WHAT YOU SHOULD DO → Please give back only the lines below from the one containing "ctx.textBaseline = 'middle';" to the one containing "M388,587L648,502L741,474L803,444", each repeated word for word, both ends included.
::: EXERCISE INPUT
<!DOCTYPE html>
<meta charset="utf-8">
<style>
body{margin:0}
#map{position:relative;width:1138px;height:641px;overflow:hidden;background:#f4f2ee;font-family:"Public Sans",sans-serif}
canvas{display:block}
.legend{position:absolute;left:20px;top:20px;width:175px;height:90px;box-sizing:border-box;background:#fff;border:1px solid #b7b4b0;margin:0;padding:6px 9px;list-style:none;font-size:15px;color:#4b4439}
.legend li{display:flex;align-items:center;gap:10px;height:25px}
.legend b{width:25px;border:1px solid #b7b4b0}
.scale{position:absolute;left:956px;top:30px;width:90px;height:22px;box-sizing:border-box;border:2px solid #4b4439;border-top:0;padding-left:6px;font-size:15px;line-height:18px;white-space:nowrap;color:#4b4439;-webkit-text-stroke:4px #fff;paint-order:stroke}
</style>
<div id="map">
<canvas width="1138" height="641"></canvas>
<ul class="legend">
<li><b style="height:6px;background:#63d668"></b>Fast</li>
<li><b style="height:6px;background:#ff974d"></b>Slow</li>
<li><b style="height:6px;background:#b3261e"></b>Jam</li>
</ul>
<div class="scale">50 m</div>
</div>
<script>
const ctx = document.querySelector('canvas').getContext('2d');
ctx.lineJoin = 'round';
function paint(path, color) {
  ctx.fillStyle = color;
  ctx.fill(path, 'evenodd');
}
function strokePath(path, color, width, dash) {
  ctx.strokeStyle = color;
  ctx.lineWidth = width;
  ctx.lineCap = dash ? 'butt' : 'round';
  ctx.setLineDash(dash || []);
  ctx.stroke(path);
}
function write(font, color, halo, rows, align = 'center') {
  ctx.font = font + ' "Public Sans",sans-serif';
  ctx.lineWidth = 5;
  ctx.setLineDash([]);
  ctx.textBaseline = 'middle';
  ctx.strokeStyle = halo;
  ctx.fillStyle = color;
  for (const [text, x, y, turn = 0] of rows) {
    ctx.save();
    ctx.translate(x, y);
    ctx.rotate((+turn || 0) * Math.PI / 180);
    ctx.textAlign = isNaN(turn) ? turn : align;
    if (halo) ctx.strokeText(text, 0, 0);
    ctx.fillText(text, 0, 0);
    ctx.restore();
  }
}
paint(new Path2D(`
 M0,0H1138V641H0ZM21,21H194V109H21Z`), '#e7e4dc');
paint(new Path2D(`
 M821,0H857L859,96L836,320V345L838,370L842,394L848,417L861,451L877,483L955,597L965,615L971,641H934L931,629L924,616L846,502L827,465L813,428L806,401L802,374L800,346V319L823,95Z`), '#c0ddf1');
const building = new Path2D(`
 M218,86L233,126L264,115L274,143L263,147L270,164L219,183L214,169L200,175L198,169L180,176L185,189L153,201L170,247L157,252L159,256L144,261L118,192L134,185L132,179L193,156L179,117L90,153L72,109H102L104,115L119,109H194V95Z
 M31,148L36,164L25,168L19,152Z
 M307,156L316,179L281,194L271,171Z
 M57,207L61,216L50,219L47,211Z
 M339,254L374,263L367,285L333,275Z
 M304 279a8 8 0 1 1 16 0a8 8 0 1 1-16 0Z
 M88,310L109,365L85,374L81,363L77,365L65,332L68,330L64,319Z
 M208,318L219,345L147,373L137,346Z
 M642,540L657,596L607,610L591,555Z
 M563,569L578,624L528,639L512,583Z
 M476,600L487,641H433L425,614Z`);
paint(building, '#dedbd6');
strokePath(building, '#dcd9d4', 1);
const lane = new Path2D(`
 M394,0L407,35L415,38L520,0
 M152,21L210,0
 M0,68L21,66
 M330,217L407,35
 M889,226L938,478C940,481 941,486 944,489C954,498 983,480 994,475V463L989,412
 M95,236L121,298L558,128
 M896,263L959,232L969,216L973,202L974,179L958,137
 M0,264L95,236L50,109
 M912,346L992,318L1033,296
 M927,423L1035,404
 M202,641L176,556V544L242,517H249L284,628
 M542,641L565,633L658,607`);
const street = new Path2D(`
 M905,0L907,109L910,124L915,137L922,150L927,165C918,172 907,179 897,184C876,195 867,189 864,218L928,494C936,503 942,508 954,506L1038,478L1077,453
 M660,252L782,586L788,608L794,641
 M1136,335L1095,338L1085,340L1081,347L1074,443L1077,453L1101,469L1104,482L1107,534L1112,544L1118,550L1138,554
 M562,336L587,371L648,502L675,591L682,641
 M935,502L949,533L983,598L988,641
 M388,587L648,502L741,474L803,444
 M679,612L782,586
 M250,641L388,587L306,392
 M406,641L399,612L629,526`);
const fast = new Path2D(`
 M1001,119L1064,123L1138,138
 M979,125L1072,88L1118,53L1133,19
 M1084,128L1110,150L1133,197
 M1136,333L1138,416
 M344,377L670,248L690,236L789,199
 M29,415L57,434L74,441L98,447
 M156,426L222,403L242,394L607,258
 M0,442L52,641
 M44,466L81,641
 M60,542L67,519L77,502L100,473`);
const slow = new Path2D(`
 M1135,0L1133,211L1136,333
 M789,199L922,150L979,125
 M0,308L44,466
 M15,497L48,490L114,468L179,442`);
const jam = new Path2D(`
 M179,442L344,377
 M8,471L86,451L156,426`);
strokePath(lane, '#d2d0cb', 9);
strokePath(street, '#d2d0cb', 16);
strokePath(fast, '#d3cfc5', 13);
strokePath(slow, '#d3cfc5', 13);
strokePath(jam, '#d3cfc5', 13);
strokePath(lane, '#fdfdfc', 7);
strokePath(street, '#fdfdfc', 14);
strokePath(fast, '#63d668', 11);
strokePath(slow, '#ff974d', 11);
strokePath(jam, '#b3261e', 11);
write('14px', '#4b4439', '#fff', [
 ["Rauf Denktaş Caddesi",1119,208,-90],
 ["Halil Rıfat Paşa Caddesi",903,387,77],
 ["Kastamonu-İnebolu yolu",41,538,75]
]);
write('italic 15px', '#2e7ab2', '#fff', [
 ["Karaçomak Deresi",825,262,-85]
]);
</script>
::::::
RESPONSE →
  ctx.textBaseline = 'middle';
  ctx.strokeStyle = halo;
  ctx.fillStyle = color;
  for (const [text, x, y, turn = 0] of rows) {
    ctx.save();
    ctx.translate(x, y);
    ctx.rotate((+turn || 0) * Math.PI / 180);
    ctx.textAlign = isNaN(turn) ? turn : align;
    if (halo) ctx.strokeText(text, 0, 0);
    ctx.fillText(text, 0, 0);
    ctx.restore();
  }
}
paint(new Path2D(`
 M0,0H1138V641H0ZM21,21H194V109H21Z`), '#e7e4dc');
paint(new Path2D(`
 M821,0H857L859,96L836,320V345L838,370L842,394L848,417L861,451L877,483L955,597L965,615L971,641H934L931,629L924,616L846,502L827,465L813,428L806,401L802,374L800,346V319L823,95Z`), '#c0ddf1');
const building = new Path2D(`
 M218,86L233,126L264,115L274,143L263,147L270,164L219,183L214,169L200,175L198,169L180,176L185,189L153,201L170,247L157,252L159,256L144,261L118,192L134,185L132,179L193,156L179,117L90,153L72,109H102L104,115L119,109H194V95Z
 M31,148L36,164L25,168L19,152Z
 M307,156L316,179L281,194L271,171Z
 M57,207L61,216L50,219L47,211Z
 M339,254L374,263L367,285L333,275Z
 M304 279a8 8 0 1 1 16 0a8 8 0 1 1-16 0Z
 M88,310L109,365L85,374L81,363L77,365L65,332L68,330L64,319Z
 M208,318L219,345L147,373L137,346Z
 M642,540L657,596L607,610L591,555Z
 M563,569L578,624L528,639L512,583Z
 M476,600L487,641H433L425,614Z`);
paint(building, '#dedbd6');
strokePath(building, '#dcd9d4', 1);
const lane = new Path2D(`
 M394,0L407,35L415,38L520,0
 M152,21L210,0
 M0,68L21,66
 M330,217L407,35
 M889,226L938,478C940,481 941,486 944,489C954,498 983,480 994,475V463L989,412
 M95,236L121,298L558,128
 M896,263L959,232L969,216L973,202L974,179L958,137
 M0,264L95,236L50,109
 M912,346L992,318L1033,296
 M927,423L1035,404
 M202,641L176,556V544L242,517H249L284,628
 M542,641L565,633L658,607`);
const street = new Path2D(`
 M905,0L907,109L910,124L915,137L922,150L927,165C918,172 907,179 897,184C876,195 867,189 864,218L928,494C936,503 942,508 954,506L1038,478L1077,453
 M660,252L782,586L788,608L794,641
 M1136,335L1095,338L1085,340L1081,347L1074,443L1077,453L1101,469L1104,482L1107,534L1112,544L1118,550L1138,554
 M562,336L587,371L648,502L675,591L682,641
 M935,502L949,533L983,598L988,641
 M388,587L648,502L741,474L803,444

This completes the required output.